Makkah dengan Masjid Al-Haram dan Madinah dengan Masjid
Nabawi merupakan dua wilayah yang memiliki keutamaan tertinggi di banding
tempat mana pun di dunia.
Hal itu karena Rasulullah SAW bersabda, "Janganlah
kalian melakukan bepergian kecuali ke tiga masjid; Masjid Al-Haram, Masjidku
ini, dan Masjid Al-Aqsha." (HR.
Bukhari-Muslim).
Namun keutamaan dua kota tersebut tidak semata-mata karena
sabda Rasulullah SAW, melainkan karena di kedua wilayah tersebut terdapat
"tanah haram" dengan status wilayah aman dan diharamkan peperangan di
dalamnya.
Keharaman Makkah ditegaskan oleh Nabi Ibrahin AS dan
keharaman Madinah ditegaskan oleh Rasulullah SAW, sebagaimana sabdanya,
"Sungguh Ibrahim telah mengharamkan Makkah, dan aku mengharamkan Madinah,
di antara tepinya, janganlah ditebang kayu berdurinya dan diburu binatang
buruannya." (HR. Muslim).
Keutamaan Makkah juga terletak pada keutamaan Masjid Al-Haram khususnya tidak
terputusnya manusia yang melakukan thawaf di sekitar Ka'bah hingga hari kiamat
dan thawafnya jutaan malaikat di Bait Al-Makmur, tepat di atas Ka'bah. (QS. At-Thur: 1-4). Sedangkan keutamaan
Madinah terletak pada keutamaan Masjid Nabawi khususnya kemuliaan Raudhah yang
menjadi taman-taman surga.
Keutamaan Makkah dan Madinah terletak pula pada bebasnya
kedua wilayah tersebut dari pengaruh Dajjal, sebagaimana sabda Rasulullah SAW,
"Tidaklah setiap negeri melainkan Dajjal akan menginjakkan kakinya di sana
kecuali Makkah dan Madinah." (QS.
Bukhari-Muslim).
Lebih jauh lagi, keutamaan Makkah dan Madinah juga terletak
pada banyaknya keberkahan yang terdapat di dalamnya. Rasulullah SAW bersabda,
"Madinah banyak menyimpan kebaikan dan menghilangkan keburukan sebagaimana
api menghilangkan kotoran pada perak."
(HR. Muslim).
Bahkan di dalam beberapa riwayat disebutkan bahwa
orang-orang yang menanggung kesusahan di kedua wilayah tersebut atau meninggal
di dalamnya akan mendapat jaminan syafaat dari Rasulullah SAW. (HR. Muslim).

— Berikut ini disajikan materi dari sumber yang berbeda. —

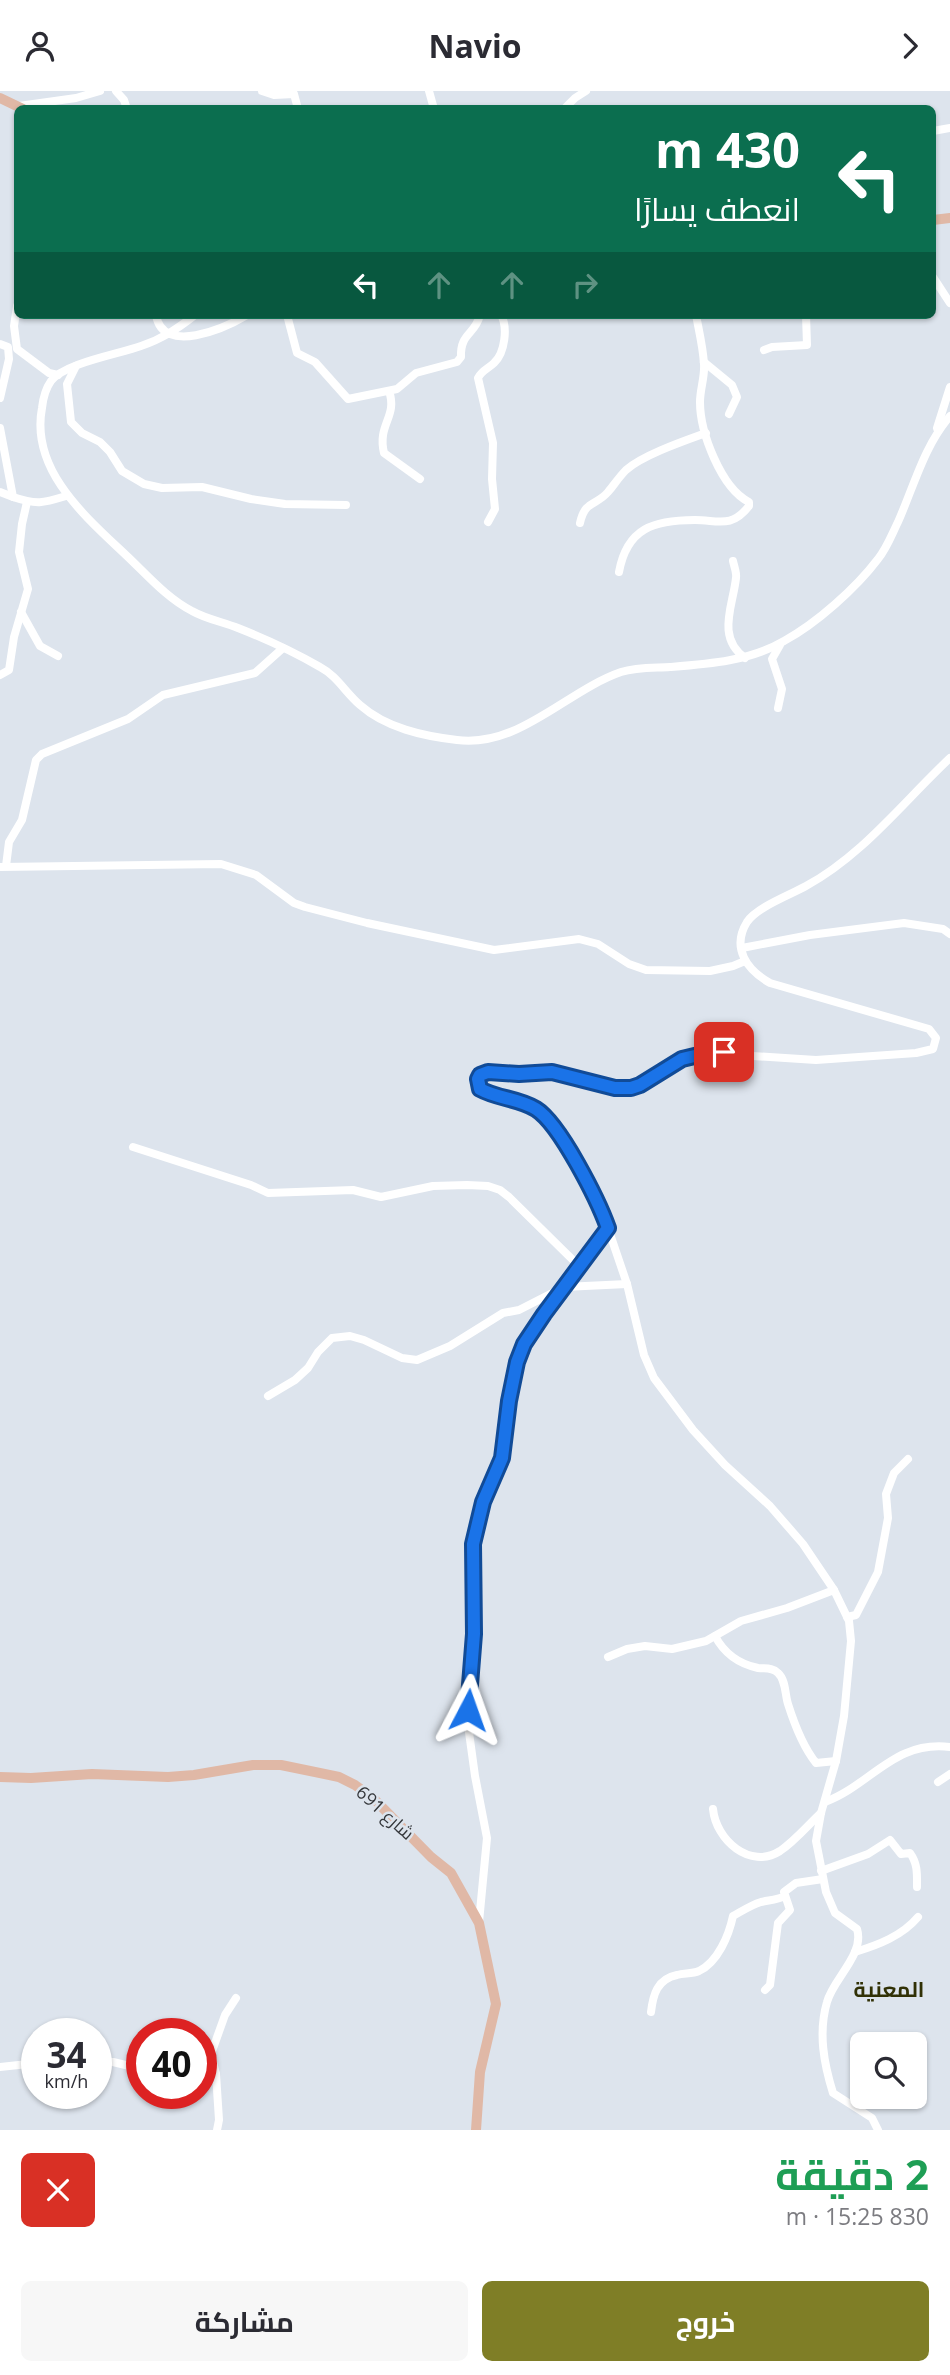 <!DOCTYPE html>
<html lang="ar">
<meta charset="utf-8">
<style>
body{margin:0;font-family:"Open Sans",Cairo,sans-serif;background:#f7f7f7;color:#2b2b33;direction:rtl;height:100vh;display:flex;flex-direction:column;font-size:26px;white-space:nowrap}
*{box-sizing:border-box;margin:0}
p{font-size:23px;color:#7c7c81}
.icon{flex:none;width:38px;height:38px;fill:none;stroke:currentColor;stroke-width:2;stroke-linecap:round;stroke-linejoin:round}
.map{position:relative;height:2039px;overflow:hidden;direction:ltr}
.details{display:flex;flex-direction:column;background:#fff;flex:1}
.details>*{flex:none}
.top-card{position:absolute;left:14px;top:14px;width:922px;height:214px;border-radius:10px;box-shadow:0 2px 5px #0004;direction:rtl;background:#0b6e4f;color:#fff;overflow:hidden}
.controls{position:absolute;left:850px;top:1941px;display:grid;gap:14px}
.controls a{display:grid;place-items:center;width:77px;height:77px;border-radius:10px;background:#fff;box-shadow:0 2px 5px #0004;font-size:35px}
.speed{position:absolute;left:21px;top:1927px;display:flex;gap:14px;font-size:35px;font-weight:700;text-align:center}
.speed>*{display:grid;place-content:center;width:91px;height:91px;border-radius:50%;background:#fff;box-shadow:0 2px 5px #0004;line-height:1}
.speed small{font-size:18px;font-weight:400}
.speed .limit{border:10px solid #d22;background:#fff;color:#111}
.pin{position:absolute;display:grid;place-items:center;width:60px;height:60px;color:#fff;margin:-30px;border-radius:14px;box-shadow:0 4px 10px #0006}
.me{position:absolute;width:77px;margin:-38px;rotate:4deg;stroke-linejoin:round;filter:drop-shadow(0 0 5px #0008)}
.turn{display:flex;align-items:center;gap:24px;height:147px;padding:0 21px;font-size:32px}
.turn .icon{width:91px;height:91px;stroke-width:2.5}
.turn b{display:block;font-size:49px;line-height:60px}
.lanes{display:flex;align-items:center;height:66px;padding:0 21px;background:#0003;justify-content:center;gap:35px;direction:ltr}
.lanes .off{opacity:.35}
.round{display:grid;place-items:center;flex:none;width:74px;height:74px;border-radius:10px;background:#f7f7f7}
.summary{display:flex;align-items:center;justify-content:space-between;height:119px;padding:0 21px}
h1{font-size:42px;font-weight:700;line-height:52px;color:#1e9e55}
.button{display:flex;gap:14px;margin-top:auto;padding:14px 21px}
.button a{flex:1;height:80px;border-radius:10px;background:#7f7e26;color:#fff;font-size:28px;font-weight:700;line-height:80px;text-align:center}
.button a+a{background:#f7f7f7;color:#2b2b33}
header{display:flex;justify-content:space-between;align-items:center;height:91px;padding:0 21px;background:#fff;font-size:32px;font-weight:700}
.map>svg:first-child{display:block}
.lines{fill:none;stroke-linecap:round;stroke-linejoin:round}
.minor{stroke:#fff;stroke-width:8}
.major{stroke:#e0b8a6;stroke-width:10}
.route-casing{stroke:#114b97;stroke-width:18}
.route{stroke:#1a73e8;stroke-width:12}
.labels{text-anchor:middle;stroke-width:5;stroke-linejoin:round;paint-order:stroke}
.street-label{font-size:18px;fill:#35373b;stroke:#dde4ed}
.quarter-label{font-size:21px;font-weight:bold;fill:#313106;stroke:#dde4ed}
</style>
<header><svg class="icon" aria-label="forward" viewBox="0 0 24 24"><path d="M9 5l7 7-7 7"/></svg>Navio<svg class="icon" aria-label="person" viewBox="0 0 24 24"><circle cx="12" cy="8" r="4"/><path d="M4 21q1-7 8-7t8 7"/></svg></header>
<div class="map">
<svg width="950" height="2039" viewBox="0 0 950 2039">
<rect width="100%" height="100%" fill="#dde4ed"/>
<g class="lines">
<g class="minor">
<polyline points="116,0 124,9 127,18"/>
<polyline points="262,0 274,4 294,3 298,18"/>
<polyline points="429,0 434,18"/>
<polyline points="19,15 76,7 100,0"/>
<polyline points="564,18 575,7 586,0"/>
<polyline points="933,40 950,37"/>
<polyline points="933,186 950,212"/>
<polyline points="17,215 14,235 17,258 49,282 58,284"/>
<path d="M156 224C163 265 225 237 247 224"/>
<path d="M195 224C177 238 162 248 141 255 119 263 64 272 51 290 46 297 43 308 42 317 30 380 87 427 128 466 148 485 168 508 192 520 206 528 223 531 238 537 266 548 294 561 320 576 337 585 345 601 360 614 386 637 423 645 457 649 519 657 566 600 621 581 637 576 654 577 670 576 709 573 750 570 784 550 817 532 856 497 878 468 887 457 892 443 898 431 914 395 924 355 950 325"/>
<path d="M287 224 297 262 315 271 348 308 397 298 416 282 457 271 461 266C460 242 475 244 480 224"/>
<polyline points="0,253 8,256 9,268 0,307"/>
<polyline points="764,259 772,256 807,254 806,224"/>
<polyline points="704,271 732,294 737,306 729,323"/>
<polyline points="76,275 67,293 71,331 82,342 100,351 110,361 122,380 144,393 162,397 202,396 251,408 285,413 346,414"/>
<path d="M389 300C398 326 377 333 384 362L420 388"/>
<path d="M0 337 13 406C37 414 43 412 66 405"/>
<polyline points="937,337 950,296"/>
<polyline points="0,401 13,406"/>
<path d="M488 431 495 418 492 388 493 352 478 287C482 279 488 278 494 272 505 262 508 236 501 224"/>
<path d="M580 432C585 409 596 415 608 401 614 394 619 386 626 379 643 364 684 350 706 342"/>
<path d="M733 470C734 475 737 482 736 487 733 515 716 546 745 567"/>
<path d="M619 481C627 437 654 429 695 429 718 429 731 438 749 415V411C721 397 700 341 700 311 700 298 705 286 704 273 703 256 699 240 696 224"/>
<polyline points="21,521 40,555 58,565"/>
<polyline points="0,584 9,579 14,546 28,498 19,461 22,433 27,411"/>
<polyline points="778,617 782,598 772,568 780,554"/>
<polyline points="6,775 9,751 22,729 36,669 42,663 128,628 163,604 255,582 283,557"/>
<polyline points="0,776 221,773 256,784 294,812 305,816 367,832 494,859 579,848 598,853 629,873 646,879 710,880 733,875 745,870"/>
<polyline points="742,857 810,844 904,832 943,838 950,843"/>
<polyline points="133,1056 251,1094 268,1102 353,1099 381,1106 433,1095 467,1094 488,1095 500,1099 509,1106 580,1176"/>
<path d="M608 1137 627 1193 644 1264 654 1287 693 1339 725 1374 770 1415 803 1453 834 1499 849 1530 851 1550 844 1625 836 1670 821 1722 816 1750 826 1801 835 1822 857 1838C865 1863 833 1888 827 1911 818 1942 824 1973 833 2002L872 2027 878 2039"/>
<polyline points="268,1305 295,1289 308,1277 318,1261 332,1247 350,1245 364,1249 402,1267 417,1269 450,1255 503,1222 519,1219 564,1196 627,1193"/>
<polyline points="847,1526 856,1524 878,1481 888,1427 886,1403 894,1382 908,1368"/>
<path d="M715 1545C724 1562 739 1573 758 1577 765 1578 772 1576 778 1582 786 1589 785 1604 788 1613 794 1632 804 1657 816 1672L836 1670"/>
<polyline points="608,1566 627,1558 645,1555 672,1558 706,1550 741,1530 787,1517 834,1499"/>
<polyline points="938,1691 950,1683"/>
<path d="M825 1711C871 1694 894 1649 950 1656"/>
<path d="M713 1718C716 1749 750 1779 780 1760 795 1750 808 1734 821 1722"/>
<path d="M821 1780 868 1763 890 1749 901 1763 910 1762C918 1773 917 1784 917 1796"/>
<path d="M479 1831 487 1747 475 1685 468 1634 474 1543 473 1453 483 1411 502 1367 512 1292 524 1253 608 1137C598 1108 560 1033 536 1018 518 1007 498 1008 480 998L478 988 480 984 488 981 519 983 552 981 624 998 640 994 682 968 707 962 816 969 916 962 933 958 936 947 929 938 770 892C747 879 731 857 747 831 757 816 790 804 806 795 863 764 903 711 950 667"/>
<path d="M855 1861C878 1854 902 1845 918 1826"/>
<polyline points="765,1899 770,1894 778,1832 790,1819 784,1801 796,1792 823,1788"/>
<path d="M651 1921C653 1904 657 1888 677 1884 684 1882 692 1883 699 1880 718 1871 729 1844 733 1825 742 1820 751 1814 761 1811 770 1809 777 1809 785 1805"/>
<polyline points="96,1971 113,1971 142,1978"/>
<polyline points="0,1976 37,1972"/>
<polyline points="201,1977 216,1983 219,2029 217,2039"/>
<polyline points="216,1983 211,1963 225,1924 236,1907"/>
</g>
<g class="major">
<polyline points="0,7 23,18"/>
<polyline points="933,129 950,127"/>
<polyline points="0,1686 31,1687 92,1683 168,1686 194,1684 253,1674 281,1674 339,1686 355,1694 373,1707 431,1766 451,1782 479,1832 496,1913 480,1981 476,2039"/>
</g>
</g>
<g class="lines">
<defs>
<path id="route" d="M468 1619 474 1543 473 1453 483 1411 502 1367 509 1310 517 1271 524 1253 544 1223 608 1137C598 1109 560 1033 536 1018 518 1007 498 1008 480 998L478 988 480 984 488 981 519 983 552 981 615 997H631L640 994 682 968 707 962 724 961"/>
</defs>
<use href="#route" class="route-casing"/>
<use href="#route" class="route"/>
</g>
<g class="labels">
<g class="street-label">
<text transform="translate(385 1722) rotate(42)" y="6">شارع 691</text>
</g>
<g class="quarter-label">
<text x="889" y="1906">المعنية</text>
</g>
</g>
</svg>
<div class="controls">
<a><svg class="icon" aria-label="search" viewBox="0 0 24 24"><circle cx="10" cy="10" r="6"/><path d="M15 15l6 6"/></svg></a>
</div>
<div class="speed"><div>34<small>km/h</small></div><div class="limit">40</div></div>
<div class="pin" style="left:724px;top:961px;background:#d93025"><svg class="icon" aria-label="arrive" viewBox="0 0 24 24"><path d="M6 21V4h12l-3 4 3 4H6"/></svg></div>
<svg class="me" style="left:468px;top:1619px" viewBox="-20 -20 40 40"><path d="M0-17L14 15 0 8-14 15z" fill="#1a73e8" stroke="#fff" stroke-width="4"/></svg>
<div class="top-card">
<div class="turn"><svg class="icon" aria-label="left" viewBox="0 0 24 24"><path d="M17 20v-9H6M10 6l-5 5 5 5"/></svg><div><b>430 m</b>انعطف يسارًا</div></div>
<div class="lanes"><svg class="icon" aria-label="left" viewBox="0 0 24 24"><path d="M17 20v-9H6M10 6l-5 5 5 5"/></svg><svg class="icon off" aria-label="ahead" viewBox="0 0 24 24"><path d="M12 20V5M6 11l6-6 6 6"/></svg><svg class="icon off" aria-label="ahead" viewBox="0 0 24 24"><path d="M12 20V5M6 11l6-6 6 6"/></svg><svg class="icon off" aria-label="right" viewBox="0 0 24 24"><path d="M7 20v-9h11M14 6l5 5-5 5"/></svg></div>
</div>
</div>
<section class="details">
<div class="summary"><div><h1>2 دقيقة</h1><p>830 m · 15:25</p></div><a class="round" style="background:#d93025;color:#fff"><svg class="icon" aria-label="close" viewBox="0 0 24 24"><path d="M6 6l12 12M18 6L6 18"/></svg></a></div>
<div class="button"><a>خروج</a><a>مشاركة</a></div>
</section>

Penelitian Yassin al-Syauk tahun 2008 dengan gagasan
pemunculan "Jam Makkah" menyebutkan bahwa wilayah Makkah merupakan
pusat poros bumi. Oleh karenanya, waktu Makkah merupakan patokan waktu
internasional yang tepat secara ilmiah, sehingga gagasan "Jam Makkah"
yang arah jarumnya bergerak ke kiri disesuaikan dengan gerakan orang-orang yang
melakukan thawaf yang disinyalir sejalan dengan fitrah perputaran gerakan
seluruh planet.
Atas dasar berbagai keuatamaan kedua kota tersebut, maka
sebagian ahli fikih mensyaratkan ihram dari Miqat setiap kali memasuki Kota
Makkah. Tindakan tersebut dilandasi oleh sikap penghormatan dan pemuliaan
terhadap Masjid Al-Haram. Tentu sikap tersebut merupakan tindakan mulia pada
tempat yang istimewa.
Namun yang perlu dipahami adalah bahwa syarat ihram tersebut
tidak bersifat mutlak karena di dalam hadis riwayat Imam Muslim diceritakan
bahwa Rasulullah SAW pernah memasuki Makkah dengan tanpa ihram. Terlebih lagi
tidak ada satu hadis pun apalagi ayat Alquran yang mensyaratkan ihram dari
miqat, kecuali bagi mereka yag hendak melakukan ibadah haji maupun umrah.
Dengan demikian pandangan mayoritas ulama fikih yang
membolehkan masuk Makkah tanpa ihram bagi yang tidak berniat haji maupun umrah
merupakan pandangan umum dan diikuti serta memberi kemudahan bagi semua pihak,
sebab banyak orang masuk Makkah untuk keperluan berdagang, menyopir,
mengantarkan kerabat, bekerja dan lain sebagainya.
Namun mereka yang masuk Makkah dengan ihram dari miqat
berarti memuliakan posisi Masjid Al-Haram dan tentunya berhak mendapat pahala
yang besar dari Allah SWT. Wallahu a'lam.